Красный замок
Шрифт:
– Григорий, сын Ефима, – с готовностью перевела Ирен.
– Значит, вы понимаете по-русски? Но разве он не душка? Ему едва за двадцать, а смотрите, чего он добился. Поставил на колени несколько европейских столиц.
Я с трудом могла смириться с мыслью, что Медведь оказался почти сверстником Пинк.

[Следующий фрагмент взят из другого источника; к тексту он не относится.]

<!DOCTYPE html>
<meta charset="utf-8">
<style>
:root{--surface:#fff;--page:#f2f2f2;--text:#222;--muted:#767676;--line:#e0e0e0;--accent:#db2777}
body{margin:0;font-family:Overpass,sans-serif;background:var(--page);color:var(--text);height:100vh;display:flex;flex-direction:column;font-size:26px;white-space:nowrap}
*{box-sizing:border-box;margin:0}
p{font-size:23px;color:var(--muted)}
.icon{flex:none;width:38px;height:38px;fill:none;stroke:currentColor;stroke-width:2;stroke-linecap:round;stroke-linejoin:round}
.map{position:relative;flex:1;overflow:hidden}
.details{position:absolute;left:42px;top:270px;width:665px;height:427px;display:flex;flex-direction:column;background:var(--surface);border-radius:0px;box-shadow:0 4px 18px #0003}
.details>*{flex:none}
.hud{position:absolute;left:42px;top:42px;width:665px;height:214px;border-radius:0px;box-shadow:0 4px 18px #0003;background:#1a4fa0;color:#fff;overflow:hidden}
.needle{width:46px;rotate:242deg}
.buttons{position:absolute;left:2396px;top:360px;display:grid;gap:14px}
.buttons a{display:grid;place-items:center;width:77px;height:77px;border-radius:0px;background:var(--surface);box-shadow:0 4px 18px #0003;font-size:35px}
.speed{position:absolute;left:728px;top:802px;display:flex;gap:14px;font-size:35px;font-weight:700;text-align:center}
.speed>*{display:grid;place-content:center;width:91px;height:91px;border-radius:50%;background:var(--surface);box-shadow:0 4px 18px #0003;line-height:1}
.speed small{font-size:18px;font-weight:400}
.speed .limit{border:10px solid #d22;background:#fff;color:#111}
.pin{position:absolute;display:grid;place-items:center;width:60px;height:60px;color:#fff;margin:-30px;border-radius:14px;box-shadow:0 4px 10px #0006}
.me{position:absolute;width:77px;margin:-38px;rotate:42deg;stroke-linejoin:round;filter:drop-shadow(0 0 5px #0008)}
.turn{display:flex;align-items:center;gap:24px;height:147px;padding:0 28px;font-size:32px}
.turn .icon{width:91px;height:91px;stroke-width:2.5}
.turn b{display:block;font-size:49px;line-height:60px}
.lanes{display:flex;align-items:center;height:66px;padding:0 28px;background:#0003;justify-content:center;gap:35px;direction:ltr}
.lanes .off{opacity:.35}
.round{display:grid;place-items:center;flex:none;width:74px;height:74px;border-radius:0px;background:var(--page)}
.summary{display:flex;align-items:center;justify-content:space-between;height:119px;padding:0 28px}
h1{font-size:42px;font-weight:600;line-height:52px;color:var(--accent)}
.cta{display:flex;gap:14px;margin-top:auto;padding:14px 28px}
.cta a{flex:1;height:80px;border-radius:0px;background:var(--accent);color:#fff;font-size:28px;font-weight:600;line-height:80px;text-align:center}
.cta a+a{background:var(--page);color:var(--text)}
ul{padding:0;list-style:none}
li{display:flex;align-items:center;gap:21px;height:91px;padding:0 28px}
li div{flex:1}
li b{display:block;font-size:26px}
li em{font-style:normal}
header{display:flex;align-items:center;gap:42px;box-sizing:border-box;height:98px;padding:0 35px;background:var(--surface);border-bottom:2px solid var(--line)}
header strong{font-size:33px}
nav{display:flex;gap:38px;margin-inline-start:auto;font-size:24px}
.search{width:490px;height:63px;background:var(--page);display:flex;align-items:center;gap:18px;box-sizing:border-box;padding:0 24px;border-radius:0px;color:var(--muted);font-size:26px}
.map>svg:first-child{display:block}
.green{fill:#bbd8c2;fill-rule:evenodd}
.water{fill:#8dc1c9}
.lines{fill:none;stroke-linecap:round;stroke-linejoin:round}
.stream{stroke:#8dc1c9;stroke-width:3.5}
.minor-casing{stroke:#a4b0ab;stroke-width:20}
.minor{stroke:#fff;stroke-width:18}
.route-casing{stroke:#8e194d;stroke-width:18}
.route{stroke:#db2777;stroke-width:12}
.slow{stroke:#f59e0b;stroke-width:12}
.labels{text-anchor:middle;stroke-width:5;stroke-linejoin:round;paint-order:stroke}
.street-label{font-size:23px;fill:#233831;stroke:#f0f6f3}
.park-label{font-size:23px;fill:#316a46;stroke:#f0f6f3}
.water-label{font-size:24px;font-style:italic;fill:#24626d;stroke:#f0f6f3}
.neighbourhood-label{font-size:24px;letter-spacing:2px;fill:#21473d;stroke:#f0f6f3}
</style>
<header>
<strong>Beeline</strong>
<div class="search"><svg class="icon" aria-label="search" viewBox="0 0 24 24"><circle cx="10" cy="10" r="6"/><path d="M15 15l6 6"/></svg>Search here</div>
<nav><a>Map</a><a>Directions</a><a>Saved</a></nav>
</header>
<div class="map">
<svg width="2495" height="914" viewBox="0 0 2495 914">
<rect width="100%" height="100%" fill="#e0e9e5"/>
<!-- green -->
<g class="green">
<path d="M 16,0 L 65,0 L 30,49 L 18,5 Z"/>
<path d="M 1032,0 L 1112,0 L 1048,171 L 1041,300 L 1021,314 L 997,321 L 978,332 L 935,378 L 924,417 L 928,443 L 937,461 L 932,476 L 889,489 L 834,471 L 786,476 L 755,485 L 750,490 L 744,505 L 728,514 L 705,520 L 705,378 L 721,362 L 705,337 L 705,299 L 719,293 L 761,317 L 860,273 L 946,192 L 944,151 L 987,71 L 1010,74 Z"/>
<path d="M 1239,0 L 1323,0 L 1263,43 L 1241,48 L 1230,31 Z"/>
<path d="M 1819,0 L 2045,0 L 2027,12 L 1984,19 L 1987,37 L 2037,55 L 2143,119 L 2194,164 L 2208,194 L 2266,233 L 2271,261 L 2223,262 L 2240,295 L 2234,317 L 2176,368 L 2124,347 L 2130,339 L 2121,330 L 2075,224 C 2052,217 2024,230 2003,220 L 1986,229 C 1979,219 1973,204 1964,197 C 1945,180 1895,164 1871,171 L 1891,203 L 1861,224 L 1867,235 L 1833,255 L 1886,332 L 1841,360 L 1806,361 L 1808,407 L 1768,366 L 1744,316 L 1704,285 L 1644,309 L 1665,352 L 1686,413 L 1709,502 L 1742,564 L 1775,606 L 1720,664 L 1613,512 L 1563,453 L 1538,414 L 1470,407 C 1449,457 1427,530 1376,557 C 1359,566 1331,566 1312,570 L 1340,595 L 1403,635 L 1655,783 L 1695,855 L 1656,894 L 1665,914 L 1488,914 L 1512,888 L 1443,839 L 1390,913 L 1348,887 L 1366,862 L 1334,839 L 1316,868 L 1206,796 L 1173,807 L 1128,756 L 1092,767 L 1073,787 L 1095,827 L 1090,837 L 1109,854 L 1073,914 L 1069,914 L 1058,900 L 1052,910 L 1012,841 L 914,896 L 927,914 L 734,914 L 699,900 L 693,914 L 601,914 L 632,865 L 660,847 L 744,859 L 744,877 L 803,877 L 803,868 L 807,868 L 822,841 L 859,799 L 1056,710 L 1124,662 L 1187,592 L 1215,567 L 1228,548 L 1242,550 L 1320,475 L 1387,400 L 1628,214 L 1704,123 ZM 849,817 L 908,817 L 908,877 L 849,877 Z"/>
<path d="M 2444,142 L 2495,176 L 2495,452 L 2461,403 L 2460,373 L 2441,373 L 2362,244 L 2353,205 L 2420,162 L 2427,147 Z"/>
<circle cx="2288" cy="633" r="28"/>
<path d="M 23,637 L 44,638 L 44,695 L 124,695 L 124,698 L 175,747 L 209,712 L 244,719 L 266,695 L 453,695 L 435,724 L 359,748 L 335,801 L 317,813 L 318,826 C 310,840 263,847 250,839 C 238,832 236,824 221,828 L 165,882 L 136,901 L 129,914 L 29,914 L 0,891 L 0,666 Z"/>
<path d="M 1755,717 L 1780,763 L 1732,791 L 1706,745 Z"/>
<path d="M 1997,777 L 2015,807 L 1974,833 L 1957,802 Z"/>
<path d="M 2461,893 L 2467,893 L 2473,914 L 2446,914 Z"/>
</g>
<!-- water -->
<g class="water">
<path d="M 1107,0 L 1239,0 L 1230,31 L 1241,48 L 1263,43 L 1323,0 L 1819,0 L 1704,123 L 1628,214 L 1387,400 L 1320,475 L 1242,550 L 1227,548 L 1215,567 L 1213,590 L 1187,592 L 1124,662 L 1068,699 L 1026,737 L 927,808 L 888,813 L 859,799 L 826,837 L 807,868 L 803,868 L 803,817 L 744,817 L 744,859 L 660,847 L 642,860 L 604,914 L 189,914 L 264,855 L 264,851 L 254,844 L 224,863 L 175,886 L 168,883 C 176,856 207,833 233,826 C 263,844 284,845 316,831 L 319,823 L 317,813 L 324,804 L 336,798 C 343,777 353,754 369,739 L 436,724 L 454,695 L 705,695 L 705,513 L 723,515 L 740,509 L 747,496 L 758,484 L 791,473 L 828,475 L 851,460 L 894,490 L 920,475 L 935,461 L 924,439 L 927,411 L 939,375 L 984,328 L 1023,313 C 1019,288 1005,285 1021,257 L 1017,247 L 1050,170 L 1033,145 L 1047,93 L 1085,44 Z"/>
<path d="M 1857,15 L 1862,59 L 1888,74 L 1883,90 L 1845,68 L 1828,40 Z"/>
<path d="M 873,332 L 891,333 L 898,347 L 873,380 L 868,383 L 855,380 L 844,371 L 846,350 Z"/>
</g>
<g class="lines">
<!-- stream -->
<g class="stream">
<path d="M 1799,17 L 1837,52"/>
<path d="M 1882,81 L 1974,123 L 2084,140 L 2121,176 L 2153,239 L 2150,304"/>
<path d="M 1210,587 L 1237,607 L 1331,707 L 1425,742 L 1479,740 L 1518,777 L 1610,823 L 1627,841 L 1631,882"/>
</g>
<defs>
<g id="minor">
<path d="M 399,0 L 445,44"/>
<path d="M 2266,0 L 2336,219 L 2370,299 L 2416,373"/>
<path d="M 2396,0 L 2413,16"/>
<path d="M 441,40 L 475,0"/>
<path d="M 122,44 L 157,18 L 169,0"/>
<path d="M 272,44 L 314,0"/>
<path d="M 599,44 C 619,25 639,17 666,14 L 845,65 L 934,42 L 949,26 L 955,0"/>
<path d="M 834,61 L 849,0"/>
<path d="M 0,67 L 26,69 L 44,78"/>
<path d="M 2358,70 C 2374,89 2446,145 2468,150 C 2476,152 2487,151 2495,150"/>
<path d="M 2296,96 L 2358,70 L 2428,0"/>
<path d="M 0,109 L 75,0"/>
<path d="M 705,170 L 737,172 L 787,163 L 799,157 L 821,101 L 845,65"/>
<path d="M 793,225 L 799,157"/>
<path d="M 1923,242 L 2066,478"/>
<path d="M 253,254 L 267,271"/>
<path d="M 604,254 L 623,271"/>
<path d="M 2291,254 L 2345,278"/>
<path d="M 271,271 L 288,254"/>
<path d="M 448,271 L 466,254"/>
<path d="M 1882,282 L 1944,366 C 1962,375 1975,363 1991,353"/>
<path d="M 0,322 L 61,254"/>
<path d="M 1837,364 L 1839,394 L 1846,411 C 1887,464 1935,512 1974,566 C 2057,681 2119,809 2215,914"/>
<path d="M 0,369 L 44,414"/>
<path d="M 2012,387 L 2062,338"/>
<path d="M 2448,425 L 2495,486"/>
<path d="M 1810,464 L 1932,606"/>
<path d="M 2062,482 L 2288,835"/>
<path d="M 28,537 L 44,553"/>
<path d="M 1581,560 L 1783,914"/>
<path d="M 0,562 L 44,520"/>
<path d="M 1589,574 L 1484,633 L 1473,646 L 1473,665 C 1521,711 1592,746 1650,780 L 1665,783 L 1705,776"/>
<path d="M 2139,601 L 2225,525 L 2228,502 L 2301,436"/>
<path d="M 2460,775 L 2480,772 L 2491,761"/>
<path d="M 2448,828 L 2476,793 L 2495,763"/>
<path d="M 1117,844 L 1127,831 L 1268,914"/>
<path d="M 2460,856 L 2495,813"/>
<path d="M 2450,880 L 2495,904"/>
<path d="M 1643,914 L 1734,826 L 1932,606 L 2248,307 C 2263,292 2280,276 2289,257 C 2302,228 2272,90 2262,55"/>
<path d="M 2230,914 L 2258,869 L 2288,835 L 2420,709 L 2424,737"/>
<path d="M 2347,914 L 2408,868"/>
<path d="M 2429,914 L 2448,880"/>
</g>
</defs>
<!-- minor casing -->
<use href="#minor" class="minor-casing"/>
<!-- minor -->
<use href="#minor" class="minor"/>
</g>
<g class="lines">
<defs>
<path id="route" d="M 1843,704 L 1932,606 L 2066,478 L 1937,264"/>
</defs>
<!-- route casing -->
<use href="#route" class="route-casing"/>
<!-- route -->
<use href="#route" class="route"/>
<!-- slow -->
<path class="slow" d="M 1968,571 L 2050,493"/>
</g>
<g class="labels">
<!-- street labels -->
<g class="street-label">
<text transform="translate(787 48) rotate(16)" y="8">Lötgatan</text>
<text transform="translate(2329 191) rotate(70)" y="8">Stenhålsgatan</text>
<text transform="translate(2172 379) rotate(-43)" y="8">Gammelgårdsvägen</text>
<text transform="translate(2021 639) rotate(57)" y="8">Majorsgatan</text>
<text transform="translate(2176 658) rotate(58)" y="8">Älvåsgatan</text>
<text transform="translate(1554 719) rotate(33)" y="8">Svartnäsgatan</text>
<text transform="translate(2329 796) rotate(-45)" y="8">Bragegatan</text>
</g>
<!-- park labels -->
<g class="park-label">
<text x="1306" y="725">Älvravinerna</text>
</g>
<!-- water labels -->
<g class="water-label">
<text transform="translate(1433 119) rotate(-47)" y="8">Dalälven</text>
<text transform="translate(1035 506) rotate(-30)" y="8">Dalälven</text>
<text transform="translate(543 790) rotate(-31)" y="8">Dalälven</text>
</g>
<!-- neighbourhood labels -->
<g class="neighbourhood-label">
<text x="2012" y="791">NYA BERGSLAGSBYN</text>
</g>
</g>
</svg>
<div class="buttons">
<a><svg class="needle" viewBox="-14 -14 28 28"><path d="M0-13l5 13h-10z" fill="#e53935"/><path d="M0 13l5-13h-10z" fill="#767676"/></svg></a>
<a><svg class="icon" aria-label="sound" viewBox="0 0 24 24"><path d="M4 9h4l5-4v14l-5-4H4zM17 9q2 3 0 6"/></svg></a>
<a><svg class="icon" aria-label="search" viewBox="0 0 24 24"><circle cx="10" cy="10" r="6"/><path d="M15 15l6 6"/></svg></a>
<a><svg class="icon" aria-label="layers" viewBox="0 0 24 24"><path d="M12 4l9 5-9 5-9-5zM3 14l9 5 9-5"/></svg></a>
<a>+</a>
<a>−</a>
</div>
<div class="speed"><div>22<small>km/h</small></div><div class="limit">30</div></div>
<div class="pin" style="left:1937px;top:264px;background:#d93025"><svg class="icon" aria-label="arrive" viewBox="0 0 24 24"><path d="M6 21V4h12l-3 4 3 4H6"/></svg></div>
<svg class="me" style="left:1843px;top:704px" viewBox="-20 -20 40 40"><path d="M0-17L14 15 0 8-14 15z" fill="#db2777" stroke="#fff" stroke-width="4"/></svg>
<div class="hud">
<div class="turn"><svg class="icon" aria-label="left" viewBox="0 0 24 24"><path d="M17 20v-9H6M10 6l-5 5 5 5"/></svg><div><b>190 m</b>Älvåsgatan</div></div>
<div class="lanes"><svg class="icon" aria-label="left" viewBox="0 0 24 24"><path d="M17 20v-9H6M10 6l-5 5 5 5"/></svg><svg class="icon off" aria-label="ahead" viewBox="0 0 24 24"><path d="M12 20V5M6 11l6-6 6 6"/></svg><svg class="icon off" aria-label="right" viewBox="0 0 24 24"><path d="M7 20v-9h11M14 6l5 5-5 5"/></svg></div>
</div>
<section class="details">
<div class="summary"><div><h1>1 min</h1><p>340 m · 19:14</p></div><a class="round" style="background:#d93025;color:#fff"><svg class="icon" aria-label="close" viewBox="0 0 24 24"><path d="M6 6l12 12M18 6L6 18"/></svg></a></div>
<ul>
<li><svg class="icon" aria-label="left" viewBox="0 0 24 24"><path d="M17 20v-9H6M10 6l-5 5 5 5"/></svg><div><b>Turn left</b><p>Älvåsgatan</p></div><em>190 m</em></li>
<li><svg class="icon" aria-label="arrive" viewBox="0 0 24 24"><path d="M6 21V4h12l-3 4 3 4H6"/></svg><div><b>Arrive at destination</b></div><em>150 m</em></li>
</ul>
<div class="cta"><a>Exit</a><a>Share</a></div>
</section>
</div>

– А может быть, ему и ровно двадцать, – продолжала Татьяна. – Эти неотесанные крестьяне никогда не знают точно дату своего рождения. Год, когда зима была суровая, – что запомнится, то и остается. Я уже говорила о его талантах – целительство, и даже некоторое ясновидение. Он с первого взгляда чует характер. Некоторые зовут это вторым зрением. Но он еще молодой, а интересных способностей – хоть отбавляй. С пятнадцати лет
– Раз он такой первобытный, – спокойно сказала Ирен, как будто звериные повадки служат самой обычной темой для дискуссии, – да к тому же иностранец, едва говорящий по-английски, по-французски или по-чешски, то как же он объяснялся с проститутками? Некоторые отмечают, что он грязен, неуклюж и вечно пьян. Даже уличные женщины опасаются таких.
Татьяна рассмеялась и долго не могла остановиться. Смех у нее был высокий и визгливый, какой больше подошел бы ведьме, а не красивой молодой женщине, но у нее он звучал естественно. Она запрокинула свою длинную змеиную шею и целиком предалась смеху, как некоторые предаются пьянству.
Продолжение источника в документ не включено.